Truth is, I’ve been scared to death of Big Schill’s status as the self-proclaimed ace of this staff since before Day 1, when he was whacked around by the Royals. If you haven’t detected that thread in all my references to Schilling this spring, don’t get mad. Get Hooked On Phonics.

“He was one out away from a no-hitter two weeks ago, you idiot.”

A no-hitter is Major League Baseball’s version of a hole-in-one or a 500-yard passing game. It’s a hell of a milestone, but it’s typically apropos of nothing. There are a hundred extenuating circumstances. Up until baseball cooked the books and changed the rules, it was common for a guy to throw a no-hitter and lose.

Roger Clemens and Pedro Martinez have never thrown one. Bud Smith, Mike Warren, Joe Cowley, Derek Lowe and Chris Bosio each did. Steve Busby and Hideo Nomo both hurled two, for pity’s sake.

It’s a tribute to the bombastic blogger’s former greatness that he was able to summon enough nasty stuff to be one stupid shake-off of Jason Varitek away from a no-no against Oakland. His arm and his brain are still dangerous on a lightning-in-a-bottle basis, even if his legs are completely gone.

With the notable exception of that getaway game by the bay, Schilling has been eminently hittable in 2007. And he’s still seeking a $13 million contract extension?
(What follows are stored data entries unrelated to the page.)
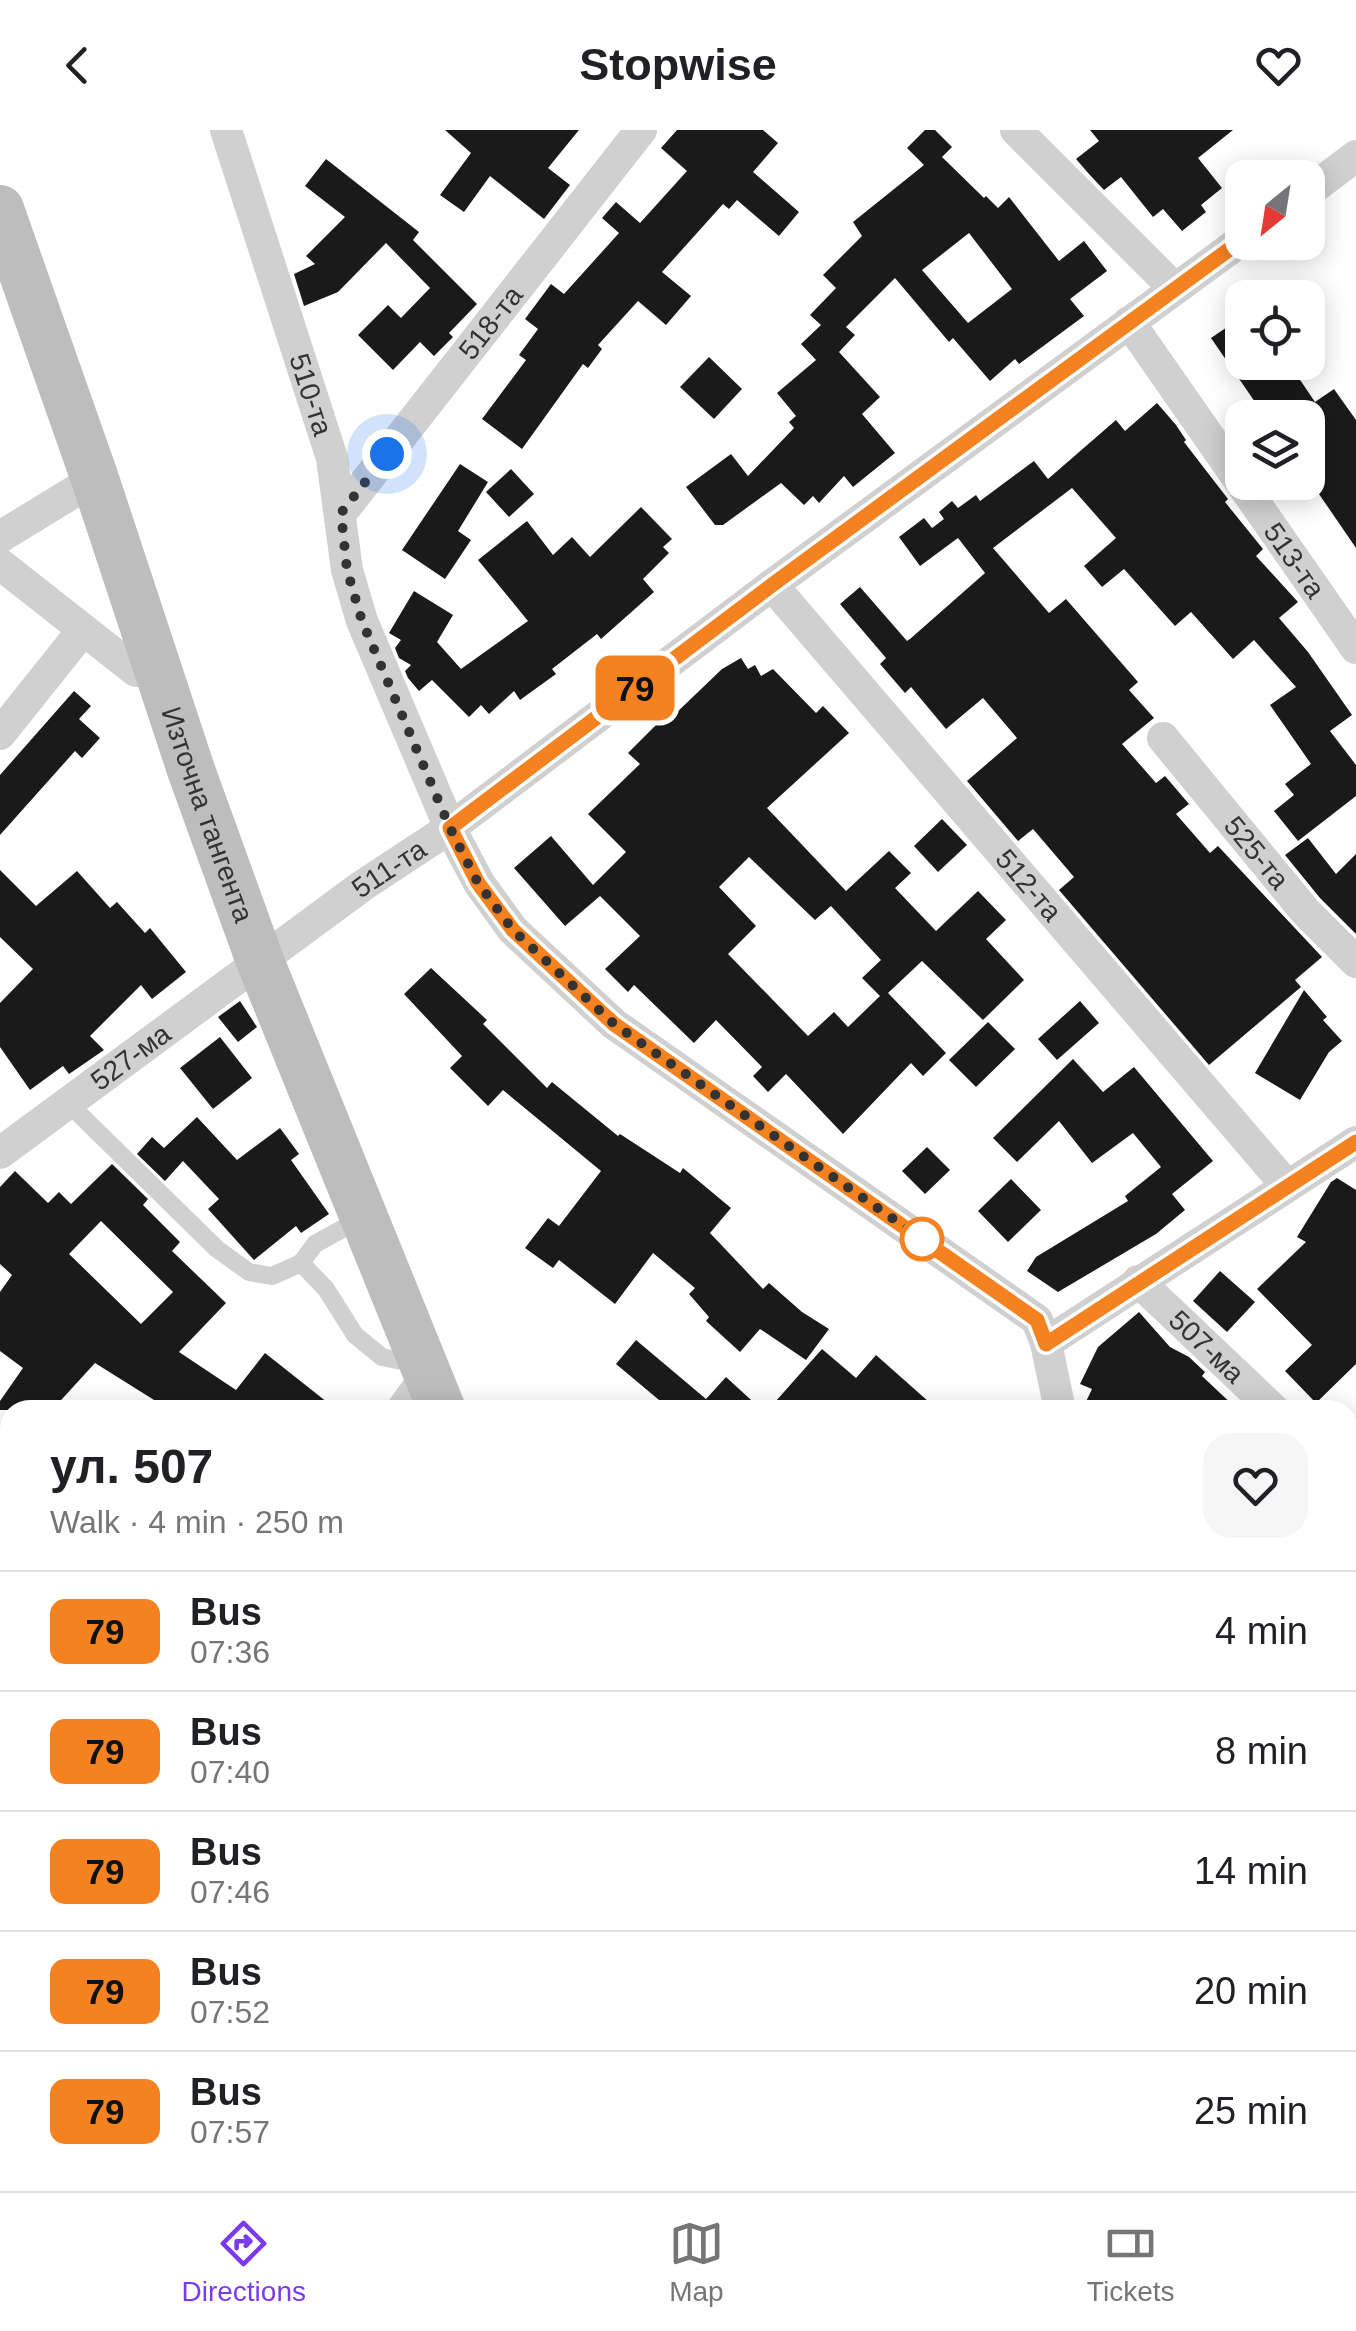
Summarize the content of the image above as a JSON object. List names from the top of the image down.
{
  "streets": {
    "street": [
      "518-та",
      "510-та",
      "513-та",
      "Източна тангента",
      "525-та",
      "511-та",
      "512-та",
      "527-ма",
      "507-ма"
    ]
  },
  "crossings": [
    ["518-та", "510-та"],
    ["510-та", "511-та"],
    ["513-та", "511-та"],
    ["Източна тангента", "511-та"],
    ["Източна тангента", "527-ма"],
    ["511-та", "512-та"],
    ["511-та", "527-ма"]
  ],
  "lines": ["bus line 79"],
  "north": "bottom left",
  "page": {
    "header": "Stopwise",
    "on_map": "79",
    "heading": ["ул. 507", "Walk · 4 min · 250 m"],
    "list": [
      {
        "mark": "79",
        "name": "Bus",
        "note": "07:36",
        "value": "4 min"
      },
      {
        "mark": "79",
        "name": "Bus",
        "note": "07:40",
        "value": "8 min"
      },
      {
        "mark": "79",
        "name": "Bus",
        "note": "07:46",
        "value": "14 min"
      },
      {
        "mark": "79",
        "name": "Bus",
        "note": "07:52",
        "value": "20 min"
      },
      {
        "mark": "79",
        "name": "Bus",
        "note": "07:57",
        "value": "25 min"
      }
    ],
    "tabs": ["Directions", "Map", "Tickets"]
  }
}
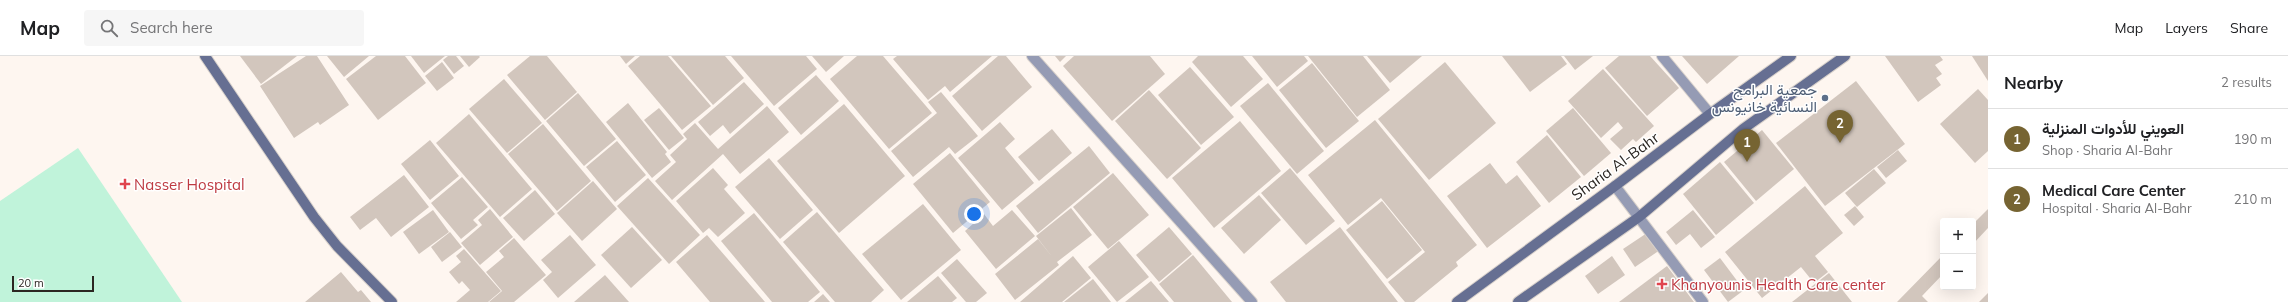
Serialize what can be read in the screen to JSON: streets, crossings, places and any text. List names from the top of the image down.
{
  "streets": {
    "main road": ["Sharia Al-Bahr"]
  },
  "places": {
    "other": ["جمعية البرامج النسائية خانيونس"],
    "health": ["Nasser Hospital", "Khanyounis Health Care center"]
  },
  "scale_bar": "20 m",
  "page": {
    "header": "Map",
    "search": "Search here",
    "nav": ["Map", "Layers", "Share"],
    "heading": ["Nearby", "2 results"],
    "list": [
      {
        "mark": "1",
        "name": "العويني للأدوات المنزلية",
        "note": "Shop · Sharia Al-Bahr",
        "value": "190 m"
      },
      {
        "mark": "2",
        "name": "Medical Care Center",
        "note": "Hospital · Sharia Al-Bahr",
        "value": "210 m"
      }
    ],
    "pins": ["2", "1"],
    "map_buttons": ["+", "−"],
    "scale": "20 m"
  }
}
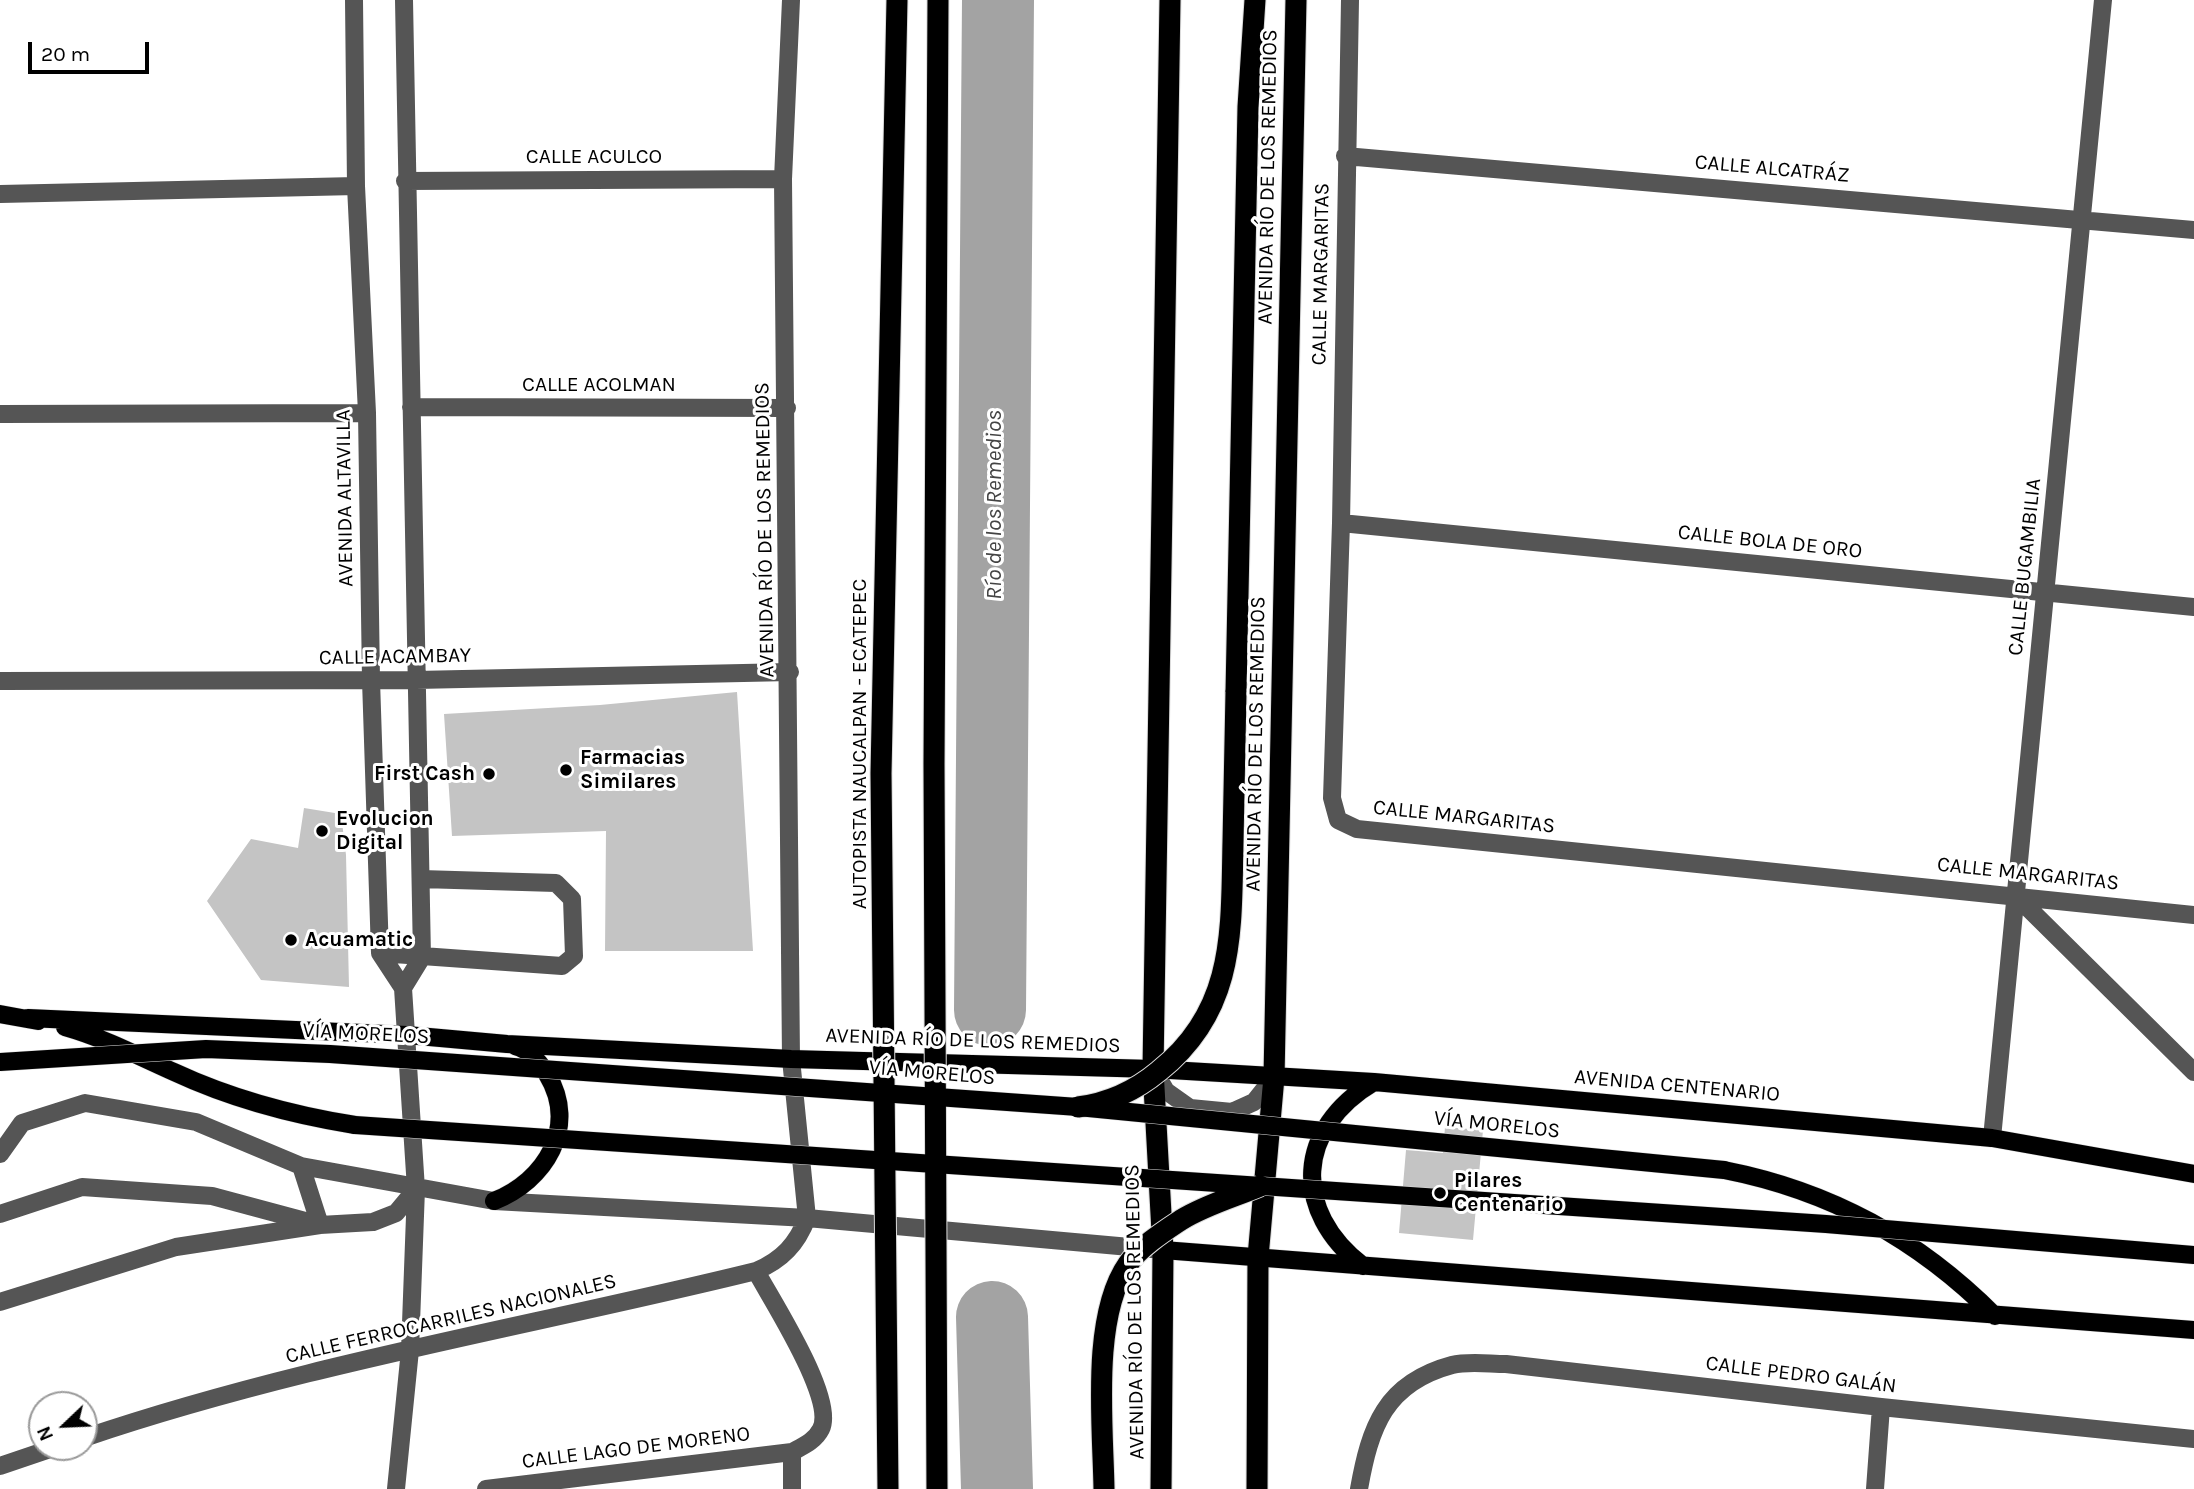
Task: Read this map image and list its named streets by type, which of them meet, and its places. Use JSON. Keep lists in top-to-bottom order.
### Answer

Talk about delusions of grandeur.

I’m not suicidal enough to make like that crazy flatlander, Nick Masuda, and suggest a trade for Schilling, in part because I’m not sure he has any value on the market. I’d recommend riding out this season and using him as a serviceable fourth or fifth starter. But Terry Francona needs to keep No. 38 on a short leash, not sit in his imaginary rocking chair, let Schilling run the show and go 120 pitches deep in meaningful games.

We saw how that worked out for Grady Little and Martinez, didn’t we?

His flashes of former heroism aside, Martinez was equally done in October 2003. After the 2004 watershed, Theo Epstein was smart enough to stick a fork in Pedro and let somebody else overpay him.

Let’s hope history repeats itself, all the way around.